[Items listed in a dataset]
<<<<
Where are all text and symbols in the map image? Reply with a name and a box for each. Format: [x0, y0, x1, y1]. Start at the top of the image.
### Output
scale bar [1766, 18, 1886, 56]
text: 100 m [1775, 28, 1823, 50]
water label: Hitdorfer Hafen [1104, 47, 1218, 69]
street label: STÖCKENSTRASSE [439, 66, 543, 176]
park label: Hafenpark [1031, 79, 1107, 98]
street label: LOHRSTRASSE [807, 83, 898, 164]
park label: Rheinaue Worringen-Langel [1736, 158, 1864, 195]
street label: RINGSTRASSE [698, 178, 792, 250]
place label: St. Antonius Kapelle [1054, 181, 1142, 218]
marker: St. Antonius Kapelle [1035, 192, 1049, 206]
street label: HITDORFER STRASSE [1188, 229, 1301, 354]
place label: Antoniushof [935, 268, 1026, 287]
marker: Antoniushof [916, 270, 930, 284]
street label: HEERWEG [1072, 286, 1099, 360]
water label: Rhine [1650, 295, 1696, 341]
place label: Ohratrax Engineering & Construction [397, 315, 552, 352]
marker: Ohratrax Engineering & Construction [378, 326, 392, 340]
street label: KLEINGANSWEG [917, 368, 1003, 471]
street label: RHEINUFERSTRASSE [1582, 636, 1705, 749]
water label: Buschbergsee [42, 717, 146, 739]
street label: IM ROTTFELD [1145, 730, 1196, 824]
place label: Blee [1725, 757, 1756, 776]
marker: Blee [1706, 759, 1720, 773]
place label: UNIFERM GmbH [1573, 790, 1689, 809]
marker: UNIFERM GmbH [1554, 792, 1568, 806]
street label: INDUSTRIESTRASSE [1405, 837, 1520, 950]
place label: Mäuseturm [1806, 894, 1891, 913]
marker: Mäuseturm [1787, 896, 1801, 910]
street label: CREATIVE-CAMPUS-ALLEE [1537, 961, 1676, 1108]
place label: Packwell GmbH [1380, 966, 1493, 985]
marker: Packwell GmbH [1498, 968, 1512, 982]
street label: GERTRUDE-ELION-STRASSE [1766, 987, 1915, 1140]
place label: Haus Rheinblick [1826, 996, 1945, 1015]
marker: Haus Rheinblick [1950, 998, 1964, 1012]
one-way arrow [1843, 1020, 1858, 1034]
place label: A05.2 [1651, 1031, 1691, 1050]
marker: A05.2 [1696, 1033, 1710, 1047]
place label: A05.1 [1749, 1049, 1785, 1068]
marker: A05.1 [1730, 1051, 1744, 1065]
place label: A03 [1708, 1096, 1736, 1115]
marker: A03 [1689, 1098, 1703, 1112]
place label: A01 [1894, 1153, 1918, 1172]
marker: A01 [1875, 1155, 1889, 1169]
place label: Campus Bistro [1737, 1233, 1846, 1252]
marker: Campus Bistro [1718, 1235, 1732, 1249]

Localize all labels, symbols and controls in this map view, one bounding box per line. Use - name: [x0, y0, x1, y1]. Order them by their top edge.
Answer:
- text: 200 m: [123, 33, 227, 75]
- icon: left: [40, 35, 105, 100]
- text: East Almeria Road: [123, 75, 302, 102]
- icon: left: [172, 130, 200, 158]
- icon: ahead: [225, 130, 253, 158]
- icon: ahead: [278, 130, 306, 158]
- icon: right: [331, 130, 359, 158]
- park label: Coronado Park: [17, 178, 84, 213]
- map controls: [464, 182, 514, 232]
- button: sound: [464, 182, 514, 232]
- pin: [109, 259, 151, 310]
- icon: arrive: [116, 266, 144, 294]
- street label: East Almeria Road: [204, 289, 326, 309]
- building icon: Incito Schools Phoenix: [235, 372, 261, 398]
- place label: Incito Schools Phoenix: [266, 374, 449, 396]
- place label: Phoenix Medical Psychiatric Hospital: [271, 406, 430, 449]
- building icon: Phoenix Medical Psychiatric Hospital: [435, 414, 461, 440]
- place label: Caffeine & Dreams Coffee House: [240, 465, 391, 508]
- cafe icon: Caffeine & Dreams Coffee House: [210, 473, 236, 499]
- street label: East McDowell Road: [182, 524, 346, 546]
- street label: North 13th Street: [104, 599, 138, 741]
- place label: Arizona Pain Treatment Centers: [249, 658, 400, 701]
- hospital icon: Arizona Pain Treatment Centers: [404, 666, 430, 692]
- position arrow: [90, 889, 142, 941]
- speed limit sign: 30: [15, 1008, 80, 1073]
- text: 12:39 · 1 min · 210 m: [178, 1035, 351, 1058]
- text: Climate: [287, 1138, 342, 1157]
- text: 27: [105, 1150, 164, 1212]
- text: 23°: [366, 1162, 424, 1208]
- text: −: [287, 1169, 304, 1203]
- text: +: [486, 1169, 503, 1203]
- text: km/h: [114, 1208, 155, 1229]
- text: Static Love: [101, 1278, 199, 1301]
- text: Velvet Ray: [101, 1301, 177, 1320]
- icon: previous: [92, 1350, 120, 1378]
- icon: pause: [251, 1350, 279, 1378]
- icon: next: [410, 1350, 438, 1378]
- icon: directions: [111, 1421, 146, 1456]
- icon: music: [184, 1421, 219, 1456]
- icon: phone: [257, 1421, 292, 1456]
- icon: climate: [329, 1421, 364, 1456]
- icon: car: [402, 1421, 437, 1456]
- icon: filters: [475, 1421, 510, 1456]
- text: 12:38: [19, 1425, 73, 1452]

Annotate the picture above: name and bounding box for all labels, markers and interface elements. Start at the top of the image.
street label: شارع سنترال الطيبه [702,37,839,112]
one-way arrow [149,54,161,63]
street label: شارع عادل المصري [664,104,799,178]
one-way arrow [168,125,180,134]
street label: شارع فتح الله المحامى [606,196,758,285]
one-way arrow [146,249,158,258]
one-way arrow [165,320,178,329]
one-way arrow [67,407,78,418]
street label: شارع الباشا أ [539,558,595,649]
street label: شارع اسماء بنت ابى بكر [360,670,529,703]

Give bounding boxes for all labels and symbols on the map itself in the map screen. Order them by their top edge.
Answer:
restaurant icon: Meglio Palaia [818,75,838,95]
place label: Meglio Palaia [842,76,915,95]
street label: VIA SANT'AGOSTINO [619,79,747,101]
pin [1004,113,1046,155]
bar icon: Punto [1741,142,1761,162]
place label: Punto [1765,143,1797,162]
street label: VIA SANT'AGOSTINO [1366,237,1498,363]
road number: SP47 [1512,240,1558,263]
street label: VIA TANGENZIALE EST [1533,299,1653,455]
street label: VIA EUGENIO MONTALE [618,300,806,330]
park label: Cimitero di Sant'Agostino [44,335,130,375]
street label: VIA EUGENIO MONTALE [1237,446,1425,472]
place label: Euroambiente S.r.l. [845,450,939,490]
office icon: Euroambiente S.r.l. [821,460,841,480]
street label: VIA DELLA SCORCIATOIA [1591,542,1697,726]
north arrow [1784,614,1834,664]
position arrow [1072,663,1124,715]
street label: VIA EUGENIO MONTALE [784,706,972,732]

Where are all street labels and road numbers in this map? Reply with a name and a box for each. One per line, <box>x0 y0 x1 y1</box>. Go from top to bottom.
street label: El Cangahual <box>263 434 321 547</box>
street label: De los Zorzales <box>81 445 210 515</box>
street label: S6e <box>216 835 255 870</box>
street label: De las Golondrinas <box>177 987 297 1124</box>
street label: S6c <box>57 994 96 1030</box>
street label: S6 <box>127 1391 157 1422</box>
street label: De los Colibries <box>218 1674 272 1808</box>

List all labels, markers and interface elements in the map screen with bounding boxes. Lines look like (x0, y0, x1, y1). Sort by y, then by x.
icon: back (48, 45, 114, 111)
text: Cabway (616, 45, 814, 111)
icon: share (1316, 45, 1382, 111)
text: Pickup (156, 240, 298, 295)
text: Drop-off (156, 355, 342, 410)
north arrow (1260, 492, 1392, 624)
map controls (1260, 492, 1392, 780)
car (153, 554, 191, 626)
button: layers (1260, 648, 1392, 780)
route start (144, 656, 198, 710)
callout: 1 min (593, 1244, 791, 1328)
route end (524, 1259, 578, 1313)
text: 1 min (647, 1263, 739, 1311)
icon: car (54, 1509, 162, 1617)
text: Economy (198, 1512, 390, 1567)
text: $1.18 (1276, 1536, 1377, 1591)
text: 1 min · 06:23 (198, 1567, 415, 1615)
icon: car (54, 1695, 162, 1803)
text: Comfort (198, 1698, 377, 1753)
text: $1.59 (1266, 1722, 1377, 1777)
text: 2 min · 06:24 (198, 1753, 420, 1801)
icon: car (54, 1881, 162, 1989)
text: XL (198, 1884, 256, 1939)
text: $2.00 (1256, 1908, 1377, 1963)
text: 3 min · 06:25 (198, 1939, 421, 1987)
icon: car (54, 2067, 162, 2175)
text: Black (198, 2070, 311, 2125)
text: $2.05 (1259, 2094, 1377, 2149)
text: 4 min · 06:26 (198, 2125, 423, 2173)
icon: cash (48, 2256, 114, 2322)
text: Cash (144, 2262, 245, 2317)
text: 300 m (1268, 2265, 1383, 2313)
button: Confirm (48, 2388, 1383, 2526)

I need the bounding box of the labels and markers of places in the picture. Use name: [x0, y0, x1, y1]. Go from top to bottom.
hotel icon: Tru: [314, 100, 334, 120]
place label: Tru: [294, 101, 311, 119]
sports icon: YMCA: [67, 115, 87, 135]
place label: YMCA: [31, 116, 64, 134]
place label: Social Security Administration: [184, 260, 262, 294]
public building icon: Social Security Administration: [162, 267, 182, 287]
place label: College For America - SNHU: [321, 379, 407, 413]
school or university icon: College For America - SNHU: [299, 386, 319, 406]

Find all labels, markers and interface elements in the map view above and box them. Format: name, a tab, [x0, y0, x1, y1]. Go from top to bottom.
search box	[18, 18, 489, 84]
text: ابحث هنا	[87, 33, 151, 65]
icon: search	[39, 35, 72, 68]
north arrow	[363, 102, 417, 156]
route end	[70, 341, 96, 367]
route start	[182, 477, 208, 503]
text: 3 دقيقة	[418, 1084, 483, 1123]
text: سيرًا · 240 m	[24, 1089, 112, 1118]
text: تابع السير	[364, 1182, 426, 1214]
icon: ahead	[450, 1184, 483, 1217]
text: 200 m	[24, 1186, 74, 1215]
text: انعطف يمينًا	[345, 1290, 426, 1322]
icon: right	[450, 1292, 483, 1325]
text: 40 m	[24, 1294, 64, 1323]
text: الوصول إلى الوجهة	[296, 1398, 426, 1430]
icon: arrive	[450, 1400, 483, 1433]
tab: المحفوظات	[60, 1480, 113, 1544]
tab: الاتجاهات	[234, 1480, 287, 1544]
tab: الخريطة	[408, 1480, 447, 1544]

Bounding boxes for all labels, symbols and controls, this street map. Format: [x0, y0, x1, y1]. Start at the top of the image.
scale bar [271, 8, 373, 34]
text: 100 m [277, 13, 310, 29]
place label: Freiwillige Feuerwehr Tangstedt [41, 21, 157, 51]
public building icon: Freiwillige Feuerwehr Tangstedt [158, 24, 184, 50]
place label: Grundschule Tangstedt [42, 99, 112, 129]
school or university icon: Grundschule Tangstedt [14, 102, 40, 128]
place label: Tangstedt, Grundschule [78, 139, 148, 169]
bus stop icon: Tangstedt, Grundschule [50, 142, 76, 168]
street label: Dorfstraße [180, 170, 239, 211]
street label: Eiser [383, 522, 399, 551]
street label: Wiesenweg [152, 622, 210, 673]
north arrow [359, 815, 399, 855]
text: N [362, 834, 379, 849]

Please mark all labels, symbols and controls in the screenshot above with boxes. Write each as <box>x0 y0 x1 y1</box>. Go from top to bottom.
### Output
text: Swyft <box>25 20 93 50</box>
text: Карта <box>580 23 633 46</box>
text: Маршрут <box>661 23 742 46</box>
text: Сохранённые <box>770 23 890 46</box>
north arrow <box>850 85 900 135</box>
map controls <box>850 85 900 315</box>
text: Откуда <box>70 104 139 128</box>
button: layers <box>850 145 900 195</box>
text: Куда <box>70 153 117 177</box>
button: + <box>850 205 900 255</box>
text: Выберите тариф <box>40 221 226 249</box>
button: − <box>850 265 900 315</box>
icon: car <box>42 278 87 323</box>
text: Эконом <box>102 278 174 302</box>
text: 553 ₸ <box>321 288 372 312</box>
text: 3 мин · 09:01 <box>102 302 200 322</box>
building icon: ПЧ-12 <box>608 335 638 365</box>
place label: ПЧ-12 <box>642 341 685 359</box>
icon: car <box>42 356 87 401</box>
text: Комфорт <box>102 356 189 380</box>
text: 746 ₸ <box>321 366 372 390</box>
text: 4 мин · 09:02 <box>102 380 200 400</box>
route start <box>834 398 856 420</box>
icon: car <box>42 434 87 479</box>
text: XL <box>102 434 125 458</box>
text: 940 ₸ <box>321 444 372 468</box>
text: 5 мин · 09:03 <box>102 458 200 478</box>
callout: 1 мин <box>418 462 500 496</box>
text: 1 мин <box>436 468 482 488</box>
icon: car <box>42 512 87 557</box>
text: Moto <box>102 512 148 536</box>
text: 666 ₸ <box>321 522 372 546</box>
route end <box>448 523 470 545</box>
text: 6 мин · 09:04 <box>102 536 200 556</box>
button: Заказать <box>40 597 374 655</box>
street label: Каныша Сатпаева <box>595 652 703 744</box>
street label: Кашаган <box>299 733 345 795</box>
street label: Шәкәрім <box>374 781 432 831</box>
>>>>
Exercise instructions:
If a line in the data above contains "Ohratrax", return that line.

Exercise result:
place label: Ohratrax Engineering & Construction [397, 315, 552, 352]
marker: Ohratrax Engineering & Construction [378, 326, 392, 340]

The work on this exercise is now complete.